It is extremely difficult for me to find suitable words to describe this wonderful, impenetrable work. A modest, shy work with which one must know how to dialogue, to come into intimate contact. One must earn its trust so that it no longer offers any resistance and lets itself be gently unveiled, layer after layer, listen after listen. An experience more than a work of art.
The folk of "Thunder Perfect Mind," which had been the progenitor of Current 93's new direction, is sublimated in this new 1994 work. In "Of Ruine or Some Blazing Starre," the folk sounds become, even more so than in the past, the vehicle for expressing a mystical, intimate experience, an experience that updates the spiritual struggles endured in "Imperium" and rereads them through the crystalline notes of a timeless folk. And where "Imperium" spoke of Death, here we speak of Life. And where "Imperium" was dripping with biblical quotes, here it is David Tibet's heart that speaks.
A stream of consciousness that surpasses and definitively decomposes the song format that the folk clothing had returned to the Current, which today returns to dematerialize in the effluvium of fourteen jewels gracefully and harmoniously set in a single, articulated, anguished composition. Emotions carried by Michael Cashmore's poignant guitar, by Steven Stapleton's delicate electronic manipulations, by David Tibet's evocative oration, probably his best performance: his voice is finally a perfectly tuned instrument, in every word, verse, exclamation, or lament, the infinite nuances of his inner world are revealed, the creaking, the contorting, the turmoil of the fragile strings that weave his tormented soul.
Tibet, supported here and there by the magical voice of Phoebe Cheshire, makes the art of medieval minstrels his own, those who recreated worlds with interpretative pathos and theatrical flair, led elsewhere, captivated the attention of a rapt and ecstatic audience. Tibet takes this art and marries it with the literary revolution of James Joyce and Virginia Woolf, with the apocalyptic poetry of Jim Morrison and Nick Cave, with the frenzied ranting of a medium invaded by ecstatic visions.
"The Broken Heart of Man" is the album's subtitle and it reveals the two different planes that run parallel in the work: the biographical dimension of Tibet and the existential dimension of all humanity. "Of Ruine or Some Blazing Starre" is a musical diary, a mirror of a restless soul, full of its anxieties and tortuous evolutions. The prostration of Tibet's soul, his inadequacy, his weakness, his loneliness are at the same time the inadequacy, the weakness, and the loneliness of all men, united by the same insoluble doubts, the same unhealable fears, the same, transient, fragile, inexplicable existential condition. The beautiful "All the World Makes Great Blood" and "The Great, Bloody and Bruised Veil of the World" tell us this with elegance and simplicity.

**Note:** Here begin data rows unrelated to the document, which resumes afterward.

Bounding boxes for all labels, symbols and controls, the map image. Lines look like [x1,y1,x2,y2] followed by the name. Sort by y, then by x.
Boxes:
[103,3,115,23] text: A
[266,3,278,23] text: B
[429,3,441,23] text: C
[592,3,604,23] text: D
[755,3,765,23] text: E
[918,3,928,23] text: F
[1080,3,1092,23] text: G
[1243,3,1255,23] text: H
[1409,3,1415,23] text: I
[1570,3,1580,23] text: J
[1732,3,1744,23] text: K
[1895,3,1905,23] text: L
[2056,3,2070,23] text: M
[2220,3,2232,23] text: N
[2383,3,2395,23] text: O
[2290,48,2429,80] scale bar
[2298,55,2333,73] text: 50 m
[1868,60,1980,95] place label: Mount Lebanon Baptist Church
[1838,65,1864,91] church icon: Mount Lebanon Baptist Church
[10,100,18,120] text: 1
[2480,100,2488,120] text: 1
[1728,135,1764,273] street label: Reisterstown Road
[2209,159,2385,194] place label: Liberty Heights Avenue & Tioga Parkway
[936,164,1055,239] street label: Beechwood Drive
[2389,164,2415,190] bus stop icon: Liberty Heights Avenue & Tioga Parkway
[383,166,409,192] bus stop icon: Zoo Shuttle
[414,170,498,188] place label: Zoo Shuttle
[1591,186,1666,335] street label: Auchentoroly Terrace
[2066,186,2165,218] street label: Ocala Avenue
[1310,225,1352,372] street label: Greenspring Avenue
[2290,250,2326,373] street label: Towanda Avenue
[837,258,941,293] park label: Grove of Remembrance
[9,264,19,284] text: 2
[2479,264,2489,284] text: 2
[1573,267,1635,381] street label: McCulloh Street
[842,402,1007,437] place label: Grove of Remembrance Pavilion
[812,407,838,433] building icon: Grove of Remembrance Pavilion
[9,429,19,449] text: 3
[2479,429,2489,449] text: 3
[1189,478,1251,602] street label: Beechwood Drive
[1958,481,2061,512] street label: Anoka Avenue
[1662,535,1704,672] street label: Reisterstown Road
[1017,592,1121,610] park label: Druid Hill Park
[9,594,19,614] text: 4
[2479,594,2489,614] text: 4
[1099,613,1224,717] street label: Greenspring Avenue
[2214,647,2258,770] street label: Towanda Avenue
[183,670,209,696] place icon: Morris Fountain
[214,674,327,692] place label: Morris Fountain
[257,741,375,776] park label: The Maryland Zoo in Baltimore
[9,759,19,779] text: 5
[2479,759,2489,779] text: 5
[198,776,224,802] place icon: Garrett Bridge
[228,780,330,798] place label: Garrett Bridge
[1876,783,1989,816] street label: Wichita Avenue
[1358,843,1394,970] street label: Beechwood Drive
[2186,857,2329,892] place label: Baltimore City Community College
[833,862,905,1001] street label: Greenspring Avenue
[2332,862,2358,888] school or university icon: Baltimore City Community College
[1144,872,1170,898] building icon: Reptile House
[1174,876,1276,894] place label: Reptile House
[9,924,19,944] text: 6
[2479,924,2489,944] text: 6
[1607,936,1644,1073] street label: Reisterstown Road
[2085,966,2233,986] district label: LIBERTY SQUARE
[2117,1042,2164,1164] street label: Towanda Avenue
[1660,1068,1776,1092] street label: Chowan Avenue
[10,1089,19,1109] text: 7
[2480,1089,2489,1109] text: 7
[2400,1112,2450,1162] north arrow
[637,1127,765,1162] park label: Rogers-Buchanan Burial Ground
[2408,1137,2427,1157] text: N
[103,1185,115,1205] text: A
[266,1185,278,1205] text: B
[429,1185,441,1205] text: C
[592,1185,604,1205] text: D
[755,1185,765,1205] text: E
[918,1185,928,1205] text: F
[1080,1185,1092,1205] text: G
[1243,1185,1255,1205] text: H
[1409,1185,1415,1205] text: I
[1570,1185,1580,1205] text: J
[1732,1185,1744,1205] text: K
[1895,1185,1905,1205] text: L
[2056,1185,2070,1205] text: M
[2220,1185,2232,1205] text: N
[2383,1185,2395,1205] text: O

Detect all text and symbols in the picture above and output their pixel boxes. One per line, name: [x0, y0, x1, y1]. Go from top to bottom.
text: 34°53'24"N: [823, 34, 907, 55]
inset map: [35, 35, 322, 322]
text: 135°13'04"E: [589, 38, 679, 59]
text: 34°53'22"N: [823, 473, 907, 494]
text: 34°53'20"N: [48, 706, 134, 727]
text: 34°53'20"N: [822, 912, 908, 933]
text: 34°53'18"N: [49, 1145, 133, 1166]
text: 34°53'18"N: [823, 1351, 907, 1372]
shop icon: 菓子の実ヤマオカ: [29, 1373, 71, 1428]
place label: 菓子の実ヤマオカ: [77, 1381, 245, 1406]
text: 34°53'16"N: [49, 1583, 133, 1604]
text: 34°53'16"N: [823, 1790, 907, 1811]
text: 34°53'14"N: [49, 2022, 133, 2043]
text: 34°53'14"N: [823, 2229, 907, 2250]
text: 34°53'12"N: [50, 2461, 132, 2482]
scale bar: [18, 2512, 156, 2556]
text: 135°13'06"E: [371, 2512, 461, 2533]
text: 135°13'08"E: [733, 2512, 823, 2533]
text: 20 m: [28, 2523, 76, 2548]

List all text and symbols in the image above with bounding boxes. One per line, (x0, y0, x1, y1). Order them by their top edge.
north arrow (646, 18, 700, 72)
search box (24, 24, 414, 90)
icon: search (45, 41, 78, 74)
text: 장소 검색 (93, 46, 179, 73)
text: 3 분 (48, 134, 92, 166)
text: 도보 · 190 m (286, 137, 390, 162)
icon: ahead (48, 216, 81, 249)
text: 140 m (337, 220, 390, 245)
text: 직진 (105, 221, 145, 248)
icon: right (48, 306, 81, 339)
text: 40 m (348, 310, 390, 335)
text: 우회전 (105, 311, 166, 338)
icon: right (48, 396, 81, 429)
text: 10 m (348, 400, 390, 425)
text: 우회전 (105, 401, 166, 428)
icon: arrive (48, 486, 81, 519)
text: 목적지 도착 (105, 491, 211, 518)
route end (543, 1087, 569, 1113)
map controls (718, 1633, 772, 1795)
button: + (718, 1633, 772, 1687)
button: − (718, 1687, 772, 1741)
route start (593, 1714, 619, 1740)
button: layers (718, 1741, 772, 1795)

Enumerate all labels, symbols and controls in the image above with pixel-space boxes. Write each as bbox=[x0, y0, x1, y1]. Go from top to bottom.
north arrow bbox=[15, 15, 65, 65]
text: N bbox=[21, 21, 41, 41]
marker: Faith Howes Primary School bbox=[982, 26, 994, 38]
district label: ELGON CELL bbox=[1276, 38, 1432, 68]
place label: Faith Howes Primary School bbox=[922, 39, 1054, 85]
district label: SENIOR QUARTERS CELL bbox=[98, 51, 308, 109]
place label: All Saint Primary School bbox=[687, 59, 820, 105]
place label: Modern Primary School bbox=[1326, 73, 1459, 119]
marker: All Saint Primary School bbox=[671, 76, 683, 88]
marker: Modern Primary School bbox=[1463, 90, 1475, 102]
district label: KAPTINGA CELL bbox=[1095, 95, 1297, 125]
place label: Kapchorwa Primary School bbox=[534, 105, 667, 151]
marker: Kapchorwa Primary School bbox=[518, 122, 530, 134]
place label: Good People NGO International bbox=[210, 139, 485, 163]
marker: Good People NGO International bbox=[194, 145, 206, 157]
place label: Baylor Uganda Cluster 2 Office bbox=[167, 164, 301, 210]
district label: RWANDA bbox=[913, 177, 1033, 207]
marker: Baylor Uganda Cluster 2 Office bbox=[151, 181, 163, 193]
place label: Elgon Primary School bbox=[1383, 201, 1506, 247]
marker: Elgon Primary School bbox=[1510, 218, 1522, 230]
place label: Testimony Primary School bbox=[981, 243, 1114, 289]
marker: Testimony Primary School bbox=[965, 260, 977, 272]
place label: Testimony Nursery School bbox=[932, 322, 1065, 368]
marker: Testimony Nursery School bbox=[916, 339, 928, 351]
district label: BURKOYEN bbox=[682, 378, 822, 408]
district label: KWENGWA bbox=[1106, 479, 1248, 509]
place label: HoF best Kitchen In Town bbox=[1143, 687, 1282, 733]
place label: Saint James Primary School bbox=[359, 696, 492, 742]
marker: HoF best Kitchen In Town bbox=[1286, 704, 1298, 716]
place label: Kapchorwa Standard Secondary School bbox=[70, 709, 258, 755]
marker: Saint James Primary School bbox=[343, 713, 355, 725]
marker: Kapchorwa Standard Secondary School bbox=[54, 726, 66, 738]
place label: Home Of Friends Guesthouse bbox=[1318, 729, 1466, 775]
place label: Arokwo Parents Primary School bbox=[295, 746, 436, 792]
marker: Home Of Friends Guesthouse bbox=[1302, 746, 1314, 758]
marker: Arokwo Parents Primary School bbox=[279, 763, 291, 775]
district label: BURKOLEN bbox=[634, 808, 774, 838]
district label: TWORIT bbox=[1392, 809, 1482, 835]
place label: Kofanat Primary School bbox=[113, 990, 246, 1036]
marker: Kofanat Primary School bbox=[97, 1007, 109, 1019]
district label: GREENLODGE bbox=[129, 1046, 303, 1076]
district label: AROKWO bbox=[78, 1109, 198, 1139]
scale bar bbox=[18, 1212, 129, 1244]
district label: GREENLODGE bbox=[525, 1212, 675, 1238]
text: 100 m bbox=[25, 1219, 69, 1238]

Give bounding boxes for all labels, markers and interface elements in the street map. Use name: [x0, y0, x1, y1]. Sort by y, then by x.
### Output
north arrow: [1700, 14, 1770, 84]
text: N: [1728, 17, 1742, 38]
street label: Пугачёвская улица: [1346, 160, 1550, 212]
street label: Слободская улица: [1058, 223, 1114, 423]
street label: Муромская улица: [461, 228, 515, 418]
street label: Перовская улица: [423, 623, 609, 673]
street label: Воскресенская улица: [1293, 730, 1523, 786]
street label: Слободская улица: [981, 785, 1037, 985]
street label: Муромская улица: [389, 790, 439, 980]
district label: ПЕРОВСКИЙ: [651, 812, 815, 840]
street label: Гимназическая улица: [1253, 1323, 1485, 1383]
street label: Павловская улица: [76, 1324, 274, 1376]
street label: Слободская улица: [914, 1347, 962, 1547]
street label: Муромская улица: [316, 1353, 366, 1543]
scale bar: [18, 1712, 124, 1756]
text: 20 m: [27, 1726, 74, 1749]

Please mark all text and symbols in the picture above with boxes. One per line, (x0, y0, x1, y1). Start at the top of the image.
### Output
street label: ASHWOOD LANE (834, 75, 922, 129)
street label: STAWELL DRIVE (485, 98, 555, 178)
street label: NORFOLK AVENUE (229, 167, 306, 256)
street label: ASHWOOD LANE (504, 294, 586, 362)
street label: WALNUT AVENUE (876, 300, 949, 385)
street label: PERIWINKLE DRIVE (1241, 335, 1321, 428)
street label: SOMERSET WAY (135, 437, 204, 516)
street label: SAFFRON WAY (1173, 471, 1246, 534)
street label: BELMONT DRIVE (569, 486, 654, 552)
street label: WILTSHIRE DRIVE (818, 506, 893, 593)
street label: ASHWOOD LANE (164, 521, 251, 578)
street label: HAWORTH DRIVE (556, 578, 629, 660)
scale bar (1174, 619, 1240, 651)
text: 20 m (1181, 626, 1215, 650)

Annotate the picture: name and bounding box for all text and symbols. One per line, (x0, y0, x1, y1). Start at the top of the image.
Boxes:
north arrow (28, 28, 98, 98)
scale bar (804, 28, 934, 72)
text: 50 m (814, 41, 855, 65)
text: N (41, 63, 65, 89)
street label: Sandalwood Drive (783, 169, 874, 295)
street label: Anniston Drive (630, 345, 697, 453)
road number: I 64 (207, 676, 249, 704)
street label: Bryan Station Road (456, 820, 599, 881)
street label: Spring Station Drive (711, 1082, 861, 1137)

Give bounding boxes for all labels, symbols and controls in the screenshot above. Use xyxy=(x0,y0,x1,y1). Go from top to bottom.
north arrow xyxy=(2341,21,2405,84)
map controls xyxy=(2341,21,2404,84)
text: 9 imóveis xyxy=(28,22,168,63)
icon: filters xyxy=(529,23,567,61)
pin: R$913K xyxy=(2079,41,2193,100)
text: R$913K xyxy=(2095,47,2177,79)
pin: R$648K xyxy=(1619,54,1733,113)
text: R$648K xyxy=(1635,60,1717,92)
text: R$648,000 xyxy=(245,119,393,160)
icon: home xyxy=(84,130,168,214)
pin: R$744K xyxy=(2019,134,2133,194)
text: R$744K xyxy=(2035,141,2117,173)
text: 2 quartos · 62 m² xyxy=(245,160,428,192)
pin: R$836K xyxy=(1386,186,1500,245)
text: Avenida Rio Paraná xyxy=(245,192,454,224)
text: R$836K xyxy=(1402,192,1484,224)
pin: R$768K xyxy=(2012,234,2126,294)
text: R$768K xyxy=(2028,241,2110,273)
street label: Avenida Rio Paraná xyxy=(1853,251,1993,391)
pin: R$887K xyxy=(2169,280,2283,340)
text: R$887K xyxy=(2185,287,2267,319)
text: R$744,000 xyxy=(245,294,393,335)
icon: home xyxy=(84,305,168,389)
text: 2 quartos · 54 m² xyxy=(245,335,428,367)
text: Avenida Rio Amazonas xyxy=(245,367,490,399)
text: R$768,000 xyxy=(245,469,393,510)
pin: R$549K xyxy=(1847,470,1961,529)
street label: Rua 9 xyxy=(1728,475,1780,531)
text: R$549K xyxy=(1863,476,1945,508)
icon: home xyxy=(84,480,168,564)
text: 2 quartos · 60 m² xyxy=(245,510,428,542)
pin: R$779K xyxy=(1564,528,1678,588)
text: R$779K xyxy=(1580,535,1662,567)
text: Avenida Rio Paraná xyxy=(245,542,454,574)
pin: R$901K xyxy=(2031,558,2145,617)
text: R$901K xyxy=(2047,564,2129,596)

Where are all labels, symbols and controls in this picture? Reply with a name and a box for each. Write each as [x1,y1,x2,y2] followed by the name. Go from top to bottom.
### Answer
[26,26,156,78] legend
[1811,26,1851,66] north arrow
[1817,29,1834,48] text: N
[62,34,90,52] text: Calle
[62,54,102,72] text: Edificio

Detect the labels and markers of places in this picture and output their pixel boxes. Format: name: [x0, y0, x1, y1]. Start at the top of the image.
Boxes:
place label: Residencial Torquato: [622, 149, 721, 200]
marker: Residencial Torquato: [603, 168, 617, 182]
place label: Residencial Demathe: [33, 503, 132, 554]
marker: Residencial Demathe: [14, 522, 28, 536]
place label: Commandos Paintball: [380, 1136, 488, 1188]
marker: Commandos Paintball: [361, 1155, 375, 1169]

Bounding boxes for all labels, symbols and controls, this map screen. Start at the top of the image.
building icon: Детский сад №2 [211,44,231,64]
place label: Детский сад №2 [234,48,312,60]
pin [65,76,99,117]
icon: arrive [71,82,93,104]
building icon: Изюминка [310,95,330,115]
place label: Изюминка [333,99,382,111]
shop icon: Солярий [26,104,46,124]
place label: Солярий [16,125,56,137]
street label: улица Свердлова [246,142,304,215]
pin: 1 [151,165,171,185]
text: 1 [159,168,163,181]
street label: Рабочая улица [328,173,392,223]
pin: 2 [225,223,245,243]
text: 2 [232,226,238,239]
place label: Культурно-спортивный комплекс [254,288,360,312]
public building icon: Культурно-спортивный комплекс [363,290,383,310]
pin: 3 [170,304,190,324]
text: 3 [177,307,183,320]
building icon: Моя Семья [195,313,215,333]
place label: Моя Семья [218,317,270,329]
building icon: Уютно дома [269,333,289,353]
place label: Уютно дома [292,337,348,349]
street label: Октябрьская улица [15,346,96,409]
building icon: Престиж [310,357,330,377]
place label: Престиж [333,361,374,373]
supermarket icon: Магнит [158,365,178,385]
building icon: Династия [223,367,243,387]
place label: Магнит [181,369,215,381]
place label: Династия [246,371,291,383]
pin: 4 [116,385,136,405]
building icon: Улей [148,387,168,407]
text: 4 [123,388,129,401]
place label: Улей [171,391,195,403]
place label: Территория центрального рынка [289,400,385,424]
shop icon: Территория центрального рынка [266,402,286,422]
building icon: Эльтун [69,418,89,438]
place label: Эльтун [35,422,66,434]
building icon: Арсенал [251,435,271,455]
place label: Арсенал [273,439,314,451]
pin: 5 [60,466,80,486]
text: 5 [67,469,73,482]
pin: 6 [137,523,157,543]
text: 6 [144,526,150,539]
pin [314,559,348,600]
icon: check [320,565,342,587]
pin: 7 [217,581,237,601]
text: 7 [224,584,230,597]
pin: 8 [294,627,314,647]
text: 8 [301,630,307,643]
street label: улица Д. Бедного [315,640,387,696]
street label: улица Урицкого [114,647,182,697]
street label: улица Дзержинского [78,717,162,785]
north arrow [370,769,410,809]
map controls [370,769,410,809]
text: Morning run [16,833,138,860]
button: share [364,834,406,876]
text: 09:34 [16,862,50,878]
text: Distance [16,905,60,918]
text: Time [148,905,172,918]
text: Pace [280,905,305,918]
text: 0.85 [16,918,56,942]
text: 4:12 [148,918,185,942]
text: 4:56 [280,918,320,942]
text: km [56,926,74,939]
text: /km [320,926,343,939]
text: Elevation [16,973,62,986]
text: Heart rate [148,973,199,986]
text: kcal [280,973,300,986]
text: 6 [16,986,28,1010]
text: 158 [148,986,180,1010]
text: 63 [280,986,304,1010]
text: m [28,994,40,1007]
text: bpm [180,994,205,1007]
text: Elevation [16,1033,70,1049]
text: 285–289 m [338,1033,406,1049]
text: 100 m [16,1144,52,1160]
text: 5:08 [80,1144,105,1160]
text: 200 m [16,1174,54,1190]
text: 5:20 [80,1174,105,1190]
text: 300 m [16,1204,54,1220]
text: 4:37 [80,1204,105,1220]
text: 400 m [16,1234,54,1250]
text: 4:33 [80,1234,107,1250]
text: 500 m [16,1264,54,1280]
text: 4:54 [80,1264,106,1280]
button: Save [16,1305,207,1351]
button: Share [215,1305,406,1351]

A spiritual journey, a quest in the dark, by trial and error, falls.
"Circles within circles, we ride through them all" are the verses with which Tibet invites us to his rite: a play of light and shadow, from Shadow to Light, through concentric circles. A journey out of time, through London, Leipzig, Kathmandu, to allegorical places, symbolic stages, a spiritual journey fraught with obstacles, crossed by bleeding lacerations, deep fractures, unfathomable abysses.
The Universal in the Particular, "the Great in the Small".
Voices, inner quarrels, echoes of a distant past, a crowding of images, thoughts. A river that snakes, at times impetuous, at times placid, in a mystical valley, between anger, desolation, the stupefaction before the inability to overcome the wall of incomprehension, and new bursts of renewed vigor: the courage, the will to move forward and not stop despite everything, stumbling, tripping in the mirage of that faint thread of light that leaks, somehow, from a thin crack opened between the rocks that bar our path.
Protagonist: hope, which, as the journey progresses and nears its end, soothes, like a distant glow in a sky marred by black clouds, the traveler's path. Even if only for a moment, even if only for a fleeting and temporary instant of awareness and happiness. Even if that moment, we know, is destined to be overshadowed by new doubts, new fears, new uncertainties. The wobbly and bizarre dance of Life.
I don't want to further stain with words the sacred and pure image of this work which I consider my favorite among the many masterpieces that Tibet and his associates have been able to bestow upon all of us over the years. Everyone has an album in their heart, this is mine.
I leave to you the pleasure, the enjoyment, the thrill of sweetly drifting in these notes.